As always, thanks for your insights, thoughts, etc, but please refrain a little bit from being so pro-Google. I don't have a problem with Google or with them being a competitor to us and I know you're not a news agency that has to be unbiased, but you do an excellent job of being even-keeled on all posts...except when it involves Google.

Jim Washok, CEO
OTAir - impulse marketing & media

Peter J. Cranstone said...


You're right on the money. Location based advertising is the future especially for mobile.

Here's the technical problem to be solved. GPS data is accessed through a COM port. All the search engines rely on JavaScript for advertising. JavaScript is confined to the sandbox and cannot access a COM port.

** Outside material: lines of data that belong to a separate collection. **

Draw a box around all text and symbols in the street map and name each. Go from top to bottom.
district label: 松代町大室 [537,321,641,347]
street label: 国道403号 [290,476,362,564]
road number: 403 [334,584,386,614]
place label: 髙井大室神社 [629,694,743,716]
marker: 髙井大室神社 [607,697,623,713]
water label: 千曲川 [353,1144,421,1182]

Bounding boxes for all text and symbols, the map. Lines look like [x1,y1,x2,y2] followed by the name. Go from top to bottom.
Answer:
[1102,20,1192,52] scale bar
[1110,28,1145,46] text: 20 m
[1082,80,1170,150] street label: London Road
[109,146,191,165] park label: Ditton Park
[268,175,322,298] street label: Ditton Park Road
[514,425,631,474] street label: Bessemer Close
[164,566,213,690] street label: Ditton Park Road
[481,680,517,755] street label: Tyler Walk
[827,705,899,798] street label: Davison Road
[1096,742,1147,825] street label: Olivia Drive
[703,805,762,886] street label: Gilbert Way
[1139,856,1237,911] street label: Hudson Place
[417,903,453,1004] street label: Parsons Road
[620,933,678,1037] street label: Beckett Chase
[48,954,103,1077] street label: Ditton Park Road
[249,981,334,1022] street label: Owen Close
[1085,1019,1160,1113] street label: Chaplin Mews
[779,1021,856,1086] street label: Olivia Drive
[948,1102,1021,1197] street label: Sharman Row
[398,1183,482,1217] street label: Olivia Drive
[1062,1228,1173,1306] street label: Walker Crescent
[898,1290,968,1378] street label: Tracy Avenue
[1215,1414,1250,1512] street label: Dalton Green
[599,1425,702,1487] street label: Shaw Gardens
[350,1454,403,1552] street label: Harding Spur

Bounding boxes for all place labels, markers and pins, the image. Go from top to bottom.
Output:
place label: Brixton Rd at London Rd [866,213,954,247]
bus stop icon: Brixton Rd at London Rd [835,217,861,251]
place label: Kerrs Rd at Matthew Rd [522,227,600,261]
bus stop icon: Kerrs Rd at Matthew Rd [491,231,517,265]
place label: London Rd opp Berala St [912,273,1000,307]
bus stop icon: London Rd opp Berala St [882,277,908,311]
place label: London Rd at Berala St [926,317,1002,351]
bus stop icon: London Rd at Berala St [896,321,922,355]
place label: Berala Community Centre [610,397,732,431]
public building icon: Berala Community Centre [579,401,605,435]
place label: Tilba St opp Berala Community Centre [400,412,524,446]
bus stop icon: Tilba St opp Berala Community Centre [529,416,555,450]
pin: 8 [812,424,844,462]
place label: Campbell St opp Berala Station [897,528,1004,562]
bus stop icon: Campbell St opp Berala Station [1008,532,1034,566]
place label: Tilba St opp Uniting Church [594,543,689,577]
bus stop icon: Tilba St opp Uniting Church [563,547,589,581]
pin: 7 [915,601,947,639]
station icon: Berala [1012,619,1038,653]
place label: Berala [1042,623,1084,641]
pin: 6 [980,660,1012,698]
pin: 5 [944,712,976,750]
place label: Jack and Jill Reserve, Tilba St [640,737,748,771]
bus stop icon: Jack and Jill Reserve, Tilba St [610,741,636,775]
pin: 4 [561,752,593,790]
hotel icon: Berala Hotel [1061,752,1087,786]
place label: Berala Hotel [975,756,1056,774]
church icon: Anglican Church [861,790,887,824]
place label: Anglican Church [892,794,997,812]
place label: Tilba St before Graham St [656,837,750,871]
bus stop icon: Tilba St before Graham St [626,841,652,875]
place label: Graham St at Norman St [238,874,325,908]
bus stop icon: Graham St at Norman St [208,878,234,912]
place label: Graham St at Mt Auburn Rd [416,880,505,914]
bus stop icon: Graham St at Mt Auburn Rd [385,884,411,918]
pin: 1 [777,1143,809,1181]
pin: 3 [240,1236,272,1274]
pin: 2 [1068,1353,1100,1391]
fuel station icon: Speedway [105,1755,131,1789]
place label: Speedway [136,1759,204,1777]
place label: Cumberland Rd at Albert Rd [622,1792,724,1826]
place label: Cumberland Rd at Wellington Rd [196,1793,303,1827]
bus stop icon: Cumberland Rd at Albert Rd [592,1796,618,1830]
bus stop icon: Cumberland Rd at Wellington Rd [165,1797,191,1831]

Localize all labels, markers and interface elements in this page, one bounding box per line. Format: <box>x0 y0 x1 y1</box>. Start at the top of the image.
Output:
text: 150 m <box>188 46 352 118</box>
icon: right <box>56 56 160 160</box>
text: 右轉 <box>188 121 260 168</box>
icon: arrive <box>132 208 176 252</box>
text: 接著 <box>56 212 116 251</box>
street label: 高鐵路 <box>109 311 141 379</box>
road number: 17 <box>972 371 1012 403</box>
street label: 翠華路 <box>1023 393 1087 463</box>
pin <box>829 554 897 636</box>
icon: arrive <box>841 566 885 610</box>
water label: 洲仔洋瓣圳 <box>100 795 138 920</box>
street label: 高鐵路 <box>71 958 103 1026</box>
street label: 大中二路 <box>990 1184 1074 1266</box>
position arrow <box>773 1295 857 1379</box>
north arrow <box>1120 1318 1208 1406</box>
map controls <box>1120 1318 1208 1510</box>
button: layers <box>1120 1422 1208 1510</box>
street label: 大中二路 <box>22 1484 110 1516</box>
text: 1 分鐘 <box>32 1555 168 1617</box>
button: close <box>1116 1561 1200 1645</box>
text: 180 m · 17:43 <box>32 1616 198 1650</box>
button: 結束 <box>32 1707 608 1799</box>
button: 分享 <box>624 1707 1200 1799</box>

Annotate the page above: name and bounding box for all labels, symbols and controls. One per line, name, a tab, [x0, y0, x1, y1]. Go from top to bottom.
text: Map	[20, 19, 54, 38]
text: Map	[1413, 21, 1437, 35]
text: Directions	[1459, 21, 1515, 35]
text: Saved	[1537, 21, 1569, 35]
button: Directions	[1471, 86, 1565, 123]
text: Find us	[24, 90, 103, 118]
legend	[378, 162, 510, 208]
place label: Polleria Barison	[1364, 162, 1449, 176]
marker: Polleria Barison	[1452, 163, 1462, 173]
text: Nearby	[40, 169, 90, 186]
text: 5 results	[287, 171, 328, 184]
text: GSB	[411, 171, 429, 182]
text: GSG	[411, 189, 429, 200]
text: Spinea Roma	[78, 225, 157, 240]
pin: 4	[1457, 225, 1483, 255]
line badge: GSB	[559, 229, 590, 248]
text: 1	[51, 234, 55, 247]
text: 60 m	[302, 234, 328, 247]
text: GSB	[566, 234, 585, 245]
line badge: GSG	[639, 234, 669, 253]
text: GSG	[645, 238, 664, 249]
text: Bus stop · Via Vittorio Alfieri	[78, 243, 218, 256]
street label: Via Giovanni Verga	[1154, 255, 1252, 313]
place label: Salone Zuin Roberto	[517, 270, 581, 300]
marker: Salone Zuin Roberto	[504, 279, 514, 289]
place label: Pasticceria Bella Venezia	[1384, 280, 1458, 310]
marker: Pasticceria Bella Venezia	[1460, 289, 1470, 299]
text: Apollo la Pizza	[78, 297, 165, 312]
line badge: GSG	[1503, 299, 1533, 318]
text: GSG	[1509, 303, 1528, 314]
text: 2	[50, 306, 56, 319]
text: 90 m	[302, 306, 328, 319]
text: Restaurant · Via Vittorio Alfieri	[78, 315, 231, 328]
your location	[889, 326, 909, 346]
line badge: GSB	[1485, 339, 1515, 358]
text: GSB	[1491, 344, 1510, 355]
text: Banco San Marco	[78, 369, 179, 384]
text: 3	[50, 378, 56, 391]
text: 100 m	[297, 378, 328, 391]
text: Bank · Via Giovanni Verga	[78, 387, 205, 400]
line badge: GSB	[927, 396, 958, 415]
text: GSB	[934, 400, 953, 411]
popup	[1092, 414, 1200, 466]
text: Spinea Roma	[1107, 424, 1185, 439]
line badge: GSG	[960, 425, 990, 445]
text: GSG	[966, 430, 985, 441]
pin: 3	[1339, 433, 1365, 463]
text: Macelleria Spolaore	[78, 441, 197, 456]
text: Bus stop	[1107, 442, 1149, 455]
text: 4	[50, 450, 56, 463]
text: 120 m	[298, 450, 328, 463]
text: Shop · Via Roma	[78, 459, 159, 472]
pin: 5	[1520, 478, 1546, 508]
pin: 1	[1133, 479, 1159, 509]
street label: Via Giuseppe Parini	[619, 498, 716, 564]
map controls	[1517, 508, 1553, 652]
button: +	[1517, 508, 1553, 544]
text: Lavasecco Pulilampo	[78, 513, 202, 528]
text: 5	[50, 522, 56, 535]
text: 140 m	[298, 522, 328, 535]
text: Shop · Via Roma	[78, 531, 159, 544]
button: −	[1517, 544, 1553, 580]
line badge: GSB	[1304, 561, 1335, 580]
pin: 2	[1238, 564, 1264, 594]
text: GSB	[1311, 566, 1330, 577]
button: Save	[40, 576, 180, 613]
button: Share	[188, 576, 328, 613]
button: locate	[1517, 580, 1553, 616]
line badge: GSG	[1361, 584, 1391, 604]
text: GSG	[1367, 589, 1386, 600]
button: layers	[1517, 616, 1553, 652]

5o9 Inc has solved that problem. Not only can we read the COM port, we can stream the data over HTTP and we can also present the data to Google's JavaScript advertising engine.

Real time location via GPS is the future for advertising on the third screen. All you need is the GPS data. And now that problem has been solved.



Scott Shaffer said...


I appreciate the input and yes I have been discussing Google quite a bit lately, but there's a reason.

G is setting up an advertising platform that ties directly into the PWC world.

I can see a groundswell occuring and when G "turns on" this platform people and companies will be saying "why didn't we think of that".

Wouldn't you like to know about a potential threat to your business ahead of time so you could react?

I see some companies having big problems when this platform develops.

Blogs weren't around 10-15 years ago, but if they were, they would have focused on what Microsoft would be doing.

When was the last time we saw a company that influenced so many industries before?